— What to produce —
Retype each entry. Leave nothing out.

++++ Exercise material

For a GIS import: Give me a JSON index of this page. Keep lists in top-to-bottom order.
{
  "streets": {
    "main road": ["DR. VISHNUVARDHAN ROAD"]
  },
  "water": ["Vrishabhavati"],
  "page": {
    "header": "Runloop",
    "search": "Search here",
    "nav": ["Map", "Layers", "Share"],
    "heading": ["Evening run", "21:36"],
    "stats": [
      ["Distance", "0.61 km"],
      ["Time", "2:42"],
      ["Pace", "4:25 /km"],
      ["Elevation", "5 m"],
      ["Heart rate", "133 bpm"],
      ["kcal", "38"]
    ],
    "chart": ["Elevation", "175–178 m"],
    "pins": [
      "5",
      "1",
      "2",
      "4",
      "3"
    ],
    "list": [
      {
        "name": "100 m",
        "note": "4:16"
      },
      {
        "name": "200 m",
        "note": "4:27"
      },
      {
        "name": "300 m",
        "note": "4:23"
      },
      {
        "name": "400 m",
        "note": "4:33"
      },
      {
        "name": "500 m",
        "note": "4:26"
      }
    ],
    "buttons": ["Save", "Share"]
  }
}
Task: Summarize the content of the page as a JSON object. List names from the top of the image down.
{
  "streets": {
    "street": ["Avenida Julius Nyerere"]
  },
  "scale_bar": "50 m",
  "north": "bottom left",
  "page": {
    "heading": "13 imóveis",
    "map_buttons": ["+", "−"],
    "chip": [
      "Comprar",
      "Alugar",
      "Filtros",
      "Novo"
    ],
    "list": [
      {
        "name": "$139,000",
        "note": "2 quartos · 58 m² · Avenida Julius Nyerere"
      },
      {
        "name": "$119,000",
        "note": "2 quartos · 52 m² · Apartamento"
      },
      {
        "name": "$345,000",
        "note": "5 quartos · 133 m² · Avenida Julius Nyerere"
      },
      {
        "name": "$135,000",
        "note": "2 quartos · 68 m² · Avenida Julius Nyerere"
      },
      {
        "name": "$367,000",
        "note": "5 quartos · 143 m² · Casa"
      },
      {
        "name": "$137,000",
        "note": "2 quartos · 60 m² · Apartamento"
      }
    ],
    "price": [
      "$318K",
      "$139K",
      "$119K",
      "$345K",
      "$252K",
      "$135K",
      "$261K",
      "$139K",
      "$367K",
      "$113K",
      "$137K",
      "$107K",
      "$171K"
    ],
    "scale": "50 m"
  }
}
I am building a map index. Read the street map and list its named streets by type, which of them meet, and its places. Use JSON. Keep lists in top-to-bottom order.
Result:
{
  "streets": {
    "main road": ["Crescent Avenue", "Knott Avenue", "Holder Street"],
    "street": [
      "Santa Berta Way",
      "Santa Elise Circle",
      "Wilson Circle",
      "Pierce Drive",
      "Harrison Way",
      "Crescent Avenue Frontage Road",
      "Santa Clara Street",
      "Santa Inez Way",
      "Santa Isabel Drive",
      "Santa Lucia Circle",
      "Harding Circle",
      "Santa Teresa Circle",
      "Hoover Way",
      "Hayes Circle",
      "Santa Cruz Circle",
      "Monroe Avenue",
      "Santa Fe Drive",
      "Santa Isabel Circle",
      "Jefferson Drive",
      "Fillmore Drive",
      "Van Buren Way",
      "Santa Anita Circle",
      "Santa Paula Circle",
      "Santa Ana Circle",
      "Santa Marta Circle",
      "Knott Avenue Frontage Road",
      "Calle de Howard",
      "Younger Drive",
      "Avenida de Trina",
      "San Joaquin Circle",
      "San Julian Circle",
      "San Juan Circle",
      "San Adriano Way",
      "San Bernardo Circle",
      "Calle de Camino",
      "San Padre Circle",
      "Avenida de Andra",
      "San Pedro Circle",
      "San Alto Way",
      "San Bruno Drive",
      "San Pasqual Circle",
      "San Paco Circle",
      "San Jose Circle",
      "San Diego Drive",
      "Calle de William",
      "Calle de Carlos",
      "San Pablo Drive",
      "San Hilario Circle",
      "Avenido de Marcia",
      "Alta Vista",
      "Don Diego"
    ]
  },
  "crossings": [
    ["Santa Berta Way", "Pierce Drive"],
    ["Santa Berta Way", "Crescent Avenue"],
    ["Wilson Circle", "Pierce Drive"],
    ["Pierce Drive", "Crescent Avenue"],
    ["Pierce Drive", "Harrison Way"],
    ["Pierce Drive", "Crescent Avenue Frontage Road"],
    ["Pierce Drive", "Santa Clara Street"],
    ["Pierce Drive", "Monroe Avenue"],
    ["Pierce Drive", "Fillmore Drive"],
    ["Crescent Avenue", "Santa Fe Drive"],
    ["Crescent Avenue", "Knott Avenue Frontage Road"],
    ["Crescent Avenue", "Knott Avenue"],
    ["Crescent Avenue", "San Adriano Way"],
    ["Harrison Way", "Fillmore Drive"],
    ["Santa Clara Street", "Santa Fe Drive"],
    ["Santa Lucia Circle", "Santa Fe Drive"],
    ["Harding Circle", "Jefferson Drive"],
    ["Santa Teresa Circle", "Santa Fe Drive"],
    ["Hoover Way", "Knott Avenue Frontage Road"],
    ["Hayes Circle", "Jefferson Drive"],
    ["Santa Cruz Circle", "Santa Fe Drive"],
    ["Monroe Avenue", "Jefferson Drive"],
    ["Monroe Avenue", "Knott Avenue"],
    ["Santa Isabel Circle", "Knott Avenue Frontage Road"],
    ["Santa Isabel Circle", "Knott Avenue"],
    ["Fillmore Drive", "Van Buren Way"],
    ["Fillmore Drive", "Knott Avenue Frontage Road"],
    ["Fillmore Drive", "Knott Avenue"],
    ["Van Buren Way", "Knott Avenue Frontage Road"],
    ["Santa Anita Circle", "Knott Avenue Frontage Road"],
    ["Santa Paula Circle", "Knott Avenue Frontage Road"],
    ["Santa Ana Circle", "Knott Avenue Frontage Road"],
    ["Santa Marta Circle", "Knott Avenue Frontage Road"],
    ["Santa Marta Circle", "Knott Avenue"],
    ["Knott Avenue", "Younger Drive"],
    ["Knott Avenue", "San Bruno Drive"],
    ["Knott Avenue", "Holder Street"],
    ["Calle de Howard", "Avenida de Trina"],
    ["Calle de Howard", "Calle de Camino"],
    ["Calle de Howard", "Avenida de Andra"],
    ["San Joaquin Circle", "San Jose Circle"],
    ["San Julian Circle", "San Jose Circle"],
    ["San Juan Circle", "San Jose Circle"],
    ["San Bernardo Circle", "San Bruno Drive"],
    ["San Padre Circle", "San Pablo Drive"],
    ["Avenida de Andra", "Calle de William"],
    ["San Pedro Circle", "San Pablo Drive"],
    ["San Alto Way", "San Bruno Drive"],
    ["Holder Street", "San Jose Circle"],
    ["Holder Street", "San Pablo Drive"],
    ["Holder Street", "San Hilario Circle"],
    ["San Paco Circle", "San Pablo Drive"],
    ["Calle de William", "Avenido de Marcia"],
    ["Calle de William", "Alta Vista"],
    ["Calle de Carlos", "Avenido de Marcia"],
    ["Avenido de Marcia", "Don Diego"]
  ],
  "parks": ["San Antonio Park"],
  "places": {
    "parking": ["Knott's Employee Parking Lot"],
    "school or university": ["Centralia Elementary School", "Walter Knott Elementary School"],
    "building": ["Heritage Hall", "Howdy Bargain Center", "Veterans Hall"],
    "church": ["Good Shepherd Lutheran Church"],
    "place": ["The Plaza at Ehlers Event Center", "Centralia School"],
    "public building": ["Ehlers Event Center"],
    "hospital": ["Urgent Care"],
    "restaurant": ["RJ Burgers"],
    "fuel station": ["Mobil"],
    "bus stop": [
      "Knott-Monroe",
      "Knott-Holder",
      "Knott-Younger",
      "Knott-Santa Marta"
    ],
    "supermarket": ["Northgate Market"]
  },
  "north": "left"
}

++++++++

— Expected answer —
For a GIS import: Give me a JSON index of this page. Keep lists in top-to-bottom order.
{
  "streets": {
    "main road": ["DR. VISHNUVARDHAN ROAD"]
  },
  "water": ["Vrishabhavati"],
  "page": {
    "header": "Runloop",
    "search": "Search here",
    "nav": ["Map", "Layers", "Share"],
    "heading": ["Evening run", "21:36"],
    "stats": [
      ["Distance", "0.61 km"],
      ["Time", "2:42"],
      ["Pace", "4:25 /km"],
      ["Elevation", "5 m"],
      ["Heart rate", "133 bpm"],
      ["kcal", "38"]
    ],
    "chart": ["Elevation", "175–178 m"],
    "pins": [
      "5",
      "1",
      "2",
      "4",
      "3"
    ],
    "list": [
      {
        "name": "100 m",
        "note": "4:16"
      },
      {
        "name": "200 m",
        "note": "4:27"
      },
      {
        "name": "300 m",
        "note": "4:23"
      },
      {
        "name": "400 m",
        "note": "4:33"
      },
      {
        "name": "500 m",
        "note": "4:26"
      }
    ],
    "buttons": ["Save", "Share"]
  }
}
Task: Summarize the content of the page as a JSON object. List names from the top of the image down.
{
  "streets": {
    "street": ["Avenida Julius Nyerere"]
  },
  "scale_bar": "50 m",
  "north": "bottom left",
  "page": {
    "heading": "13 imóveis",
    "map_buttons": ["+", "−"],
    "chip": [
      "Comprar",
      "Alugar",
      "Filtros",
      "Novo"
    ],
    "list": [
      {
        "name": "$139,000",
        "note": "2 quartos · 58 m² · Avenida Julius Nyerere"
      },
      {
        "name": "$119,000",
        "note": "2 quartos · 52 m² · Apartamento"
      },
      {
        "name": "$345,000",
        "note": "5 quartos · 133 m² · Avenida Julius Nyerere"
      },
      {
        "name": "$135,000",
        "note": "2 quartos · 68 m² · Avenida Julius Nyerere"
      },
      {
        "name": "$367,000",
        "note": "5 quartos · 143 m² · Casa"
      },
      {
        "name": "$137,000",
        "note": "2 quartos · 60 m² · Apartamento"
      }
    ],
    "price": [
      "$318K",
      "$139K",
      "$119K",
      "$345K",
      "$252K",
      "$135K",
      "$261K",
      "$139K",
      "$367K",
      "$113K",
      "$137K",
      "$107K",
      "$171K"
    ],
    "scale": "50 m"
  }
}
I am building a map index. Read the street map and list its named streets by type, which of them meet, and its places. Use JSON. Keep lists in top-to-bottom order.
Result:
{
  "streets": {
    "main road": ["Crescent Avenue", "Knott Avenue", "Holder Street"],
    "street": [
      "Santa Berta Way",
      "Santa Elise Circle",
      "Wilson Circle",
      "Pierce Drive",
      "Harrison Way",
      "Crescent Avenue Frontage Road",
      "Santa Clara Street",
      "Santa Inez Way",
      "Santa Isabel Drive",
      "Santa Lucia Circle",
      "Harding Circle",
      "Santa Teresa Circle",
      "Hoover Way",
      "Hayes Circle",
      "Santa Cruz Circle",
      "Monroe Avenue",
      "Santa Fe Drive",
      "Santa Isabel Circle",
      "Jefferson Drive",
      "Fillmore Drive",
      "Van Buren Way",
      "Santa Anita Circle",
      "Santa Paula Circle",
      "Santa Ana Circle",
      "Santa Marta Circle",
      "Knott Avenue Frontage Road",
      "Calle de Howard",
      "Younger Drive",
      "Avenida de Trina",
      "San Joaquin Circle",
      "San Julian Circle",
      "San Juan Circle",
      "San Adriano Way",
      "San Bernardo Circle",
      "Calle de Camino",
      "San Padre Circle",
      "Avenida de Andra",
      "San Pedro Circle",
      "San Alto Way",
      "San Bruno Drive",
      "San Pasqual Circle",
      "San Paco Circle",
      "San Jose Circle",
      "San Diego Drive",
      "Calle de William",
      "Calle de Carlos",
      "San Pablo Drive",
      "San Hilario Circle",
      "Avenido de Marcia",
      "Alta Vista",
      "Don Diego"
    ]
  },
  "crossings": [
    ["Santa Berta Way", "Pierce Drive"],
    ["Santa Berta Way", "Crescent Avenue"],
    ["Wilson Circle", "Pierce Drive"],
    ["Pierce Drive", "Crescent Avenue"],
    ["Pierce Drive", "Harrison Way"],
    ["Pierce Drive", "Crescent Avenue Frontage Road"],
    ["Pierce Drive", "Santa Clara Street"],
    ["Pierce Drive", "Monroe Avenue"],
    ["Pierce Drive", "Fillmore Drive"],
    ["Crescent Avenue", "Santa Fe Drive"],
    ["Crescent Avenue", "Knott Avenue Frontage Road"],
    ["Crescent Avenue", "Knott Avenue"],
    ["Crescent Avenue", "San Adriano Way"],
    ["Harrison Way", "Fillmore Drive"],
    ["Santa Clara Street", "Santa Fe Drive"],
    ["Santa Lucia Circle", "Santa Fe Drive"],
    ["Harding Circle", "Jefferson Drive"],
    ["Santa Teresa Circle", "Santa Fe Drive"],
    ["Hoover Way", "Knott Avenue Frontage Road"],
    ["Hayes Circle", "Jefferson Drive"],
    ["Santa Cruz Circle", "Santa Fe Drive"],
    ["Monroe Avenue", "Jefferson Drive"],
    ["Monroe Avenue", "Knott Avenue"],
    ["Santa Isabel Circle", "Knott Avenue Frontage Road"],
    ["Santa Isabel Circle", "Knott Avenue"],
    ["Fillmore Drive", "Van Buren Way"],
    ["Fillmore Drive", "Knott Avenue Frontage Road"],
    ["Fillmore Drive", "Knott Avenue"],
    ["Van Buren Way", "Knott Avenue Frontage Road"],
    ["Santa Anita Circle", "Knott Avenue Frontage Road"],
    ["Santa Paula Circle", "Knott Avenue Frontage Road"],
    ["Santa Ana Circle", "Knott Avenue Frontage Road"],
    ["Santa Marta Circle", "Knott Avenue Frontage Road"],
    ["Santa Marta Circle", "Knott Avenue"],
    ["Knott Avenue", "Younger Drive"],
    ["Knott Avenue", "San Bruno Drive"],
    ["Knott Avenue", "Holder Street"],
    ["Calle de Howard", "Avenida de Trina"],
    ["Calle de Howard", "Calle de Camino"],
    ["Calle de Howard", "Avenida de Andra"],
    ["San Joaquin Circle", "San Jose Circle"],
    ["San Julian Circle", "San Jose Circle"],
    ["San Juan Circle", "San Jose Circle"],
    ["San Bernardo Circle", "San Bruno Drive"],
    ["San Padre Circle", "San Pablo Drive"],
    ["Avenida de Andra", "Calle de William"],
    ["San Pedro Circle", "San Pablo Drive"],
    ["San Alto Way", "San Bruno Drive"],
    ["Holder Street", "San Jose Circle"],
    ["Holder Street", "San Pablo Drive"],
    ["Holder Street", "San Hilario Circle"],
    ["San Paco Circle", "San Pablo Drive"],
    ["Calle de William", "Avenido de Marcia"],
    ["Calle de William", "Alta Vista"],
    ["Calle de Carlos", "Avenido de Marcia"],
    ["Avenido de Marcia", "Don Diego"]
  ],
  "parks": ["San Antonio Park"],
  "places": {
    "parking": ["Knott's Employee Parking Lot"],
    "school or university": ["Centralia Elementary School", "Walter Knott Elementary School"],
    "building": ["Heritage Hall", "Howdy Bargain Center", "Veterans Hall"],
    "church": ["Good Shepherd Lutheran Church"],
    "place": ["The Plaza at Ehlers Event Center", "Centralia School"],
    "public building": ["Ehlers Event Center"],
    "hospital": ["Urgent Care"],
    "restaurant": ["RJ Burgers"],
    "fuel station": ["Mobil"],
    "bus stop": [
      "Knott-Monroe",
      "Knott-Holder",
      "Knott-Younger",
      "Knott-Santa Marta"
    ],
    "supermarket": ["Northgate Market"]
  },
  "north": "left"
}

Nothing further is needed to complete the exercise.